▶ **Exercise details**:
If a line includes "scale", copy it out of the entries.

▶ **Dataset content**:
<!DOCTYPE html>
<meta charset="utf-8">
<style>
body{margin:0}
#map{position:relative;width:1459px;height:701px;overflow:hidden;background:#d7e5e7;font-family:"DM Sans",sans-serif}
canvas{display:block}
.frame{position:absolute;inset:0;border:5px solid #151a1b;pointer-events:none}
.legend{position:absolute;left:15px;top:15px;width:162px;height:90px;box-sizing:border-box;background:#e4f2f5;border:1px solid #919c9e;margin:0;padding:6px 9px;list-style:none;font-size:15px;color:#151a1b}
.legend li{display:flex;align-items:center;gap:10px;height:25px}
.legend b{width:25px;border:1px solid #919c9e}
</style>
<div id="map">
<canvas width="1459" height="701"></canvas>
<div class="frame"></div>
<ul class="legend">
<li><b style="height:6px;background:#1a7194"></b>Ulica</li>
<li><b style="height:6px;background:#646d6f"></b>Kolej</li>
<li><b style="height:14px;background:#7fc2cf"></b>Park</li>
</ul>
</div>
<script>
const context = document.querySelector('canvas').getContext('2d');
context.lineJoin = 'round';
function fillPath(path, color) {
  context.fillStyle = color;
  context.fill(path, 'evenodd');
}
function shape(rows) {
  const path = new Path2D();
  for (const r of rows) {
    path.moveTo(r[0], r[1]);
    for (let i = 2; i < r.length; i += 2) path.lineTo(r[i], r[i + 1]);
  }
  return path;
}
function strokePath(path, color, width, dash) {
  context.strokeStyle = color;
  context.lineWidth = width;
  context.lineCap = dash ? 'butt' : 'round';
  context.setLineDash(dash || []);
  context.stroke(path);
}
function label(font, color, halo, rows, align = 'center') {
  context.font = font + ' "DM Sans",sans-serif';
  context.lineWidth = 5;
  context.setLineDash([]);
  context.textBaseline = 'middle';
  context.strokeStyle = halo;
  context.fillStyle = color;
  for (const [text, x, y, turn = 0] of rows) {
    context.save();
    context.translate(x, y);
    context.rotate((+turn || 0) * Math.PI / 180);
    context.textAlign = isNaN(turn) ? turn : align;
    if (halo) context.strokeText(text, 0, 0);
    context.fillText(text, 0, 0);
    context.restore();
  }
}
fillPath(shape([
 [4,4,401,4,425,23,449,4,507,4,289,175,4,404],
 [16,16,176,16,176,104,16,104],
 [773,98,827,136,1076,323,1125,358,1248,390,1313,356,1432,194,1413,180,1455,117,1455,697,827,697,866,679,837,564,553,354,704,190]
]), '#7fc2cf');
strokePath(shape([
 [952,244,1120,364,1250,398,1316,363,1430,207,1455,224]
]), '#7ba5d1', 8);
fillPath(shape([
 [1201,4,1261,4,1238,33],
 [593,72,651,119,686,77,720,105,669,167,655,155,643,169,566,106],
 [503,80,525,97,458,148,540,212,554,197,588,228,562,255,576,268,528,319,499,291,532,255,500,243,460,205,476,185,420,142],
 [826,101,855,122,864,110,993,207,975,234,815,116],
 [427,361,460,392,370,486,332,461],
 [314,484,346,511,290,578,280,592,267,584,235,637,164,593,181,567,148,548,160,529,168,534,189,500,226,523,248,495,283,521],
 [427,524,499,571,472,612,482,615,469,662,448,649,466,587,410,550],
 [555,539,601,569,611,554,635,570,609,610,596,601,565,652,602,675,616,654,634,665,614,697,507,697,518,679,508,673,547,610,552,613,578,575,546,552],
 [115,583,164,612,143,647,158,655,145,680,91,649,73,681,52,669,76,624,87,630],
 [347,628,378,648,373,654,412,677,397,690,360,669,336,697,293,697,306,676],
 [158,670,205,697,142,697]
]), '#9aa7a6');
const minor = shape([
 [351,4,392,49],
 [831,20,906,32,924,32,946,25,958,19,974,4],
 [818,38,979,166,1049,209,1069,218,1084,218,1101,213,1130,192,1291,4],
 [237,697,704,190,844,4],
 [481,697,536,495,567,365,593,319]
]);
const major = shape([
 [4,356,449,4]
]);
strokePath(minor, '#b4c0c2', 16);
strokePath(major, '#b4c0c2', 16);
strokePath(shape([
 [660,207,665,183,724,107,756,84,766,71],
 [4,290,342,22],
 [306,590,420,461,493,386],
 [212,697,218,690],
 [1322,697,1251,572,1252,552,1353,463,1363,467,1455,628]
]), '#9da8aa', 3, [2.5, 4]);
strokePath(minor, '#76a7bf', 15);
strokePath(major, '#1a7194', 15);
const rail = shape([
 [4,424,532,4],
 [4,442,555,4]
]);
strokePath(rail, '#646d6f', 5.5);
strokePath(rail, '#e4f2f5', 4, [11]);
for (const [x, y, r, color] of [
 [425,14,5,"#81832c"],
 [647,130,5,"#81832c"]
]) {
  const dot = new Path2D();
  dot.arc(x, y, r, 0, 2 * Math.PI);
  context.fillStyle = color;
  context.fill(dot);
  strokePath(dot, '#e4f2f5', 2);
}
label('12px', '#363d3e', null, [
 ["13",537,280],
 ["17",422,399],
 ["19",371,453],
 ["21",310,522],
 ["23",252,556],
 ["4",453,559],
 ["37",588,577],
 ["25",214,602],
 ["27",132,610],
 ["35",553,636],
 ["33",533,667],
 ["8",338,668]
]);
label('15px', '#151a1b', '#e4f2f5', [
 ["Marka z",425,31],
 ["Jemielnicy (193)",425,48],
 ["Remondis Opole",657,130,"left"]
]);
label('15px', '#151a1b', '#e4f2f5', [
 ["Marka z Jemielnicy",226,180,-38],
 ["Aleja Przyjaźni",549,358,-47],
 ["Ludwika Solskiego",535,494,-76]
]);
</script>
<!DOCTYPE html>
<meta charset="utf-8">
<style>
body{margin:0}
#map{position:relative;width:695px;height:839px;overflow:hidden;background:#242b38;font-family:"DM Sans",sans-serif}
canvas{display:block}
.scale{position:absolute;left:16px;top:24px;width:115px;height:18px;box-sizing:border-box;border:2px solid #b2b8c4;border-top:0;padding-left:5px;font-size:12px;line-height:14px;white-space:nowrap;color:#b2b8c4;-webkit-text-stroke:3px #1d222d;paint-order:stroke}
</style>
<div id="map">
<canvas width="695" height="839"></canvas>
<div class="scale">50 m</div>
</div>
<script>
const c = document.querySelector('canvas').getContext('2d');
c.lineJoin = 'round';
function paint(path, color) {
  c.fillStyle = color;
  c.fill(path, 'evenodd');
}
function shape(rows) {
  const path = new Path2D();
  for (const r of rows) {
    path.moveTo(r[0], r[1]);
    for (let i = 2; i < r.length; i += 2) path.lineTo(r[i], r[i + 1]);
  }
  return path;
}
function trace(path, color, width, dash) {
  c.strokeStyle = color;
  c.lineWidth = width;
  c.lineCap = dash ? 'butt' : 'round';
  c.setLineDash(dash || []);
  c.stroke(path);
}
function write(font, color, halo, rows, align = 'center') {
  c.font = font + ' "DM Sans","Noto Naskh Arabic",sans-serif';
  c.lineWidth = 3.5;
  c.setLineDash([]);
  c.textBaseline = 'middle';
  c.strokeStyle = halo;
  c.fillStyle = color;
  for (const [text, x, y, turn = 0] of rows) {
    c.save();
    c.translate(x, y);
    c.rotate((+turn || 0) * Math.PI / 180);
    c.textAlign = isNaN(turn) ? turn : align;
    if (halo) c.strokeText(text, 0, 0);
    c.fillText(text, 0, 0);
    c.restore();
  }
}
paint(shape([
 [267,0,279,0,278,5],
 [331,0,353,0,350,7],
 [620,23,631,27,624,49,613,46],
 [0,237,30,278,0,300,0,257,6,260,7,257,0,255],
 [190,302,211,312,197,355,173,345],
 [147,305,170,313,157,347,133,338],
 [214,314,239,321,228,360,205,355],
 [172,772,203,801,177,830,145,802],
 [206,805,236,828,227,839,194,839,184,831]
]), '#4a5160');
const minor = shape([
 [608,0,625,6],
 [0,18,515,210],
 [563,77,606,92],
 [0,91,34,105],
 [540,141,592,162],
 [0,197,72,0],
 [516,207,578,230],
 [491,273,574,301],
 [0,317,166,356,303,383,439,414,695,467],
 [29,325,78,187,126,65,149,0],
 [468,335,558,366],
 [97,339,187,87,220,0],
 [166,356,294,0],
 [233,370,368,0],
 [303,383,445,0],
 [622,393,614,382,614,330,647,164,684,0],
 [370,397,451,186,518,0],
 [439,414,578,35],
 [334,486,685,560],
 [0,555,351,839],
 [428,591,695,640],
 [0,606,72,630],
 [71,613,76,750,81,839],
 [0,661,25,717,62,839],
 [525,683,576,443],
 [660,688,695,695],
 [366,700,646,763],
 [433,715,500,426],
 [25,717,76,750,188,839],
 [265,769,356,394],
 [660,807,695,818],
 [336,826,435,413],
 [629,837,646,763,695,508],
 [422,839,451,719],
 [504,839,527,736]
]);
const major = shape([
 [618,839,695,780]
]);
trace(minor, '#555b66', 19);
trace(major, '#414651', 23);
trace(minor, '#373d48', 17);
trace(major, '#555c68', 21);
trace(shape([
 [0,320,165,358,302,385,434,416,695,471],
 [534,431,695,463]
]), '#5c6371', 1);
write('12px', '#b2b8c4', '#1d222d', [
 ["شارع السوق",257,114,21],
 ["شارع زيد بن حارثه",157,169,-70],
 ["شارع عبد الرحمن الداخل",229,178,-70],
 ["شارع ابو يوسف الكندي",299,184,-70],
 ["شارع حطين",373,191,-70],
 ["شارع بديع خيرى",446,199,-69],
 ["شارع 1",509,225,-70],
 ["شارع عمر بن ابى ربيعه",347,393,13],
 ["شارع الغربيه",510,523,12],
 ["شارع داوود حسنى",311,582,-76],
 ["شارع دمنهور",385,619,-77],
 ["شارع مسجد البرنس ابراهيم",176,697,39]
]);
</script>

▶ **Your solution**:
.scale{position:absolute;left:16px;top:24px;width:115px;height:18px;box-sizing:border-box;border:2px solid #b2b8c4;border-top:0;padding-left:5px;font-size:12px;line-height:14px;white-space:nowrap;color:#b2b8c4;-webkit-text-stroke:3px #1d222d;paint-order:stroke}
<div class="scale">50 m</div>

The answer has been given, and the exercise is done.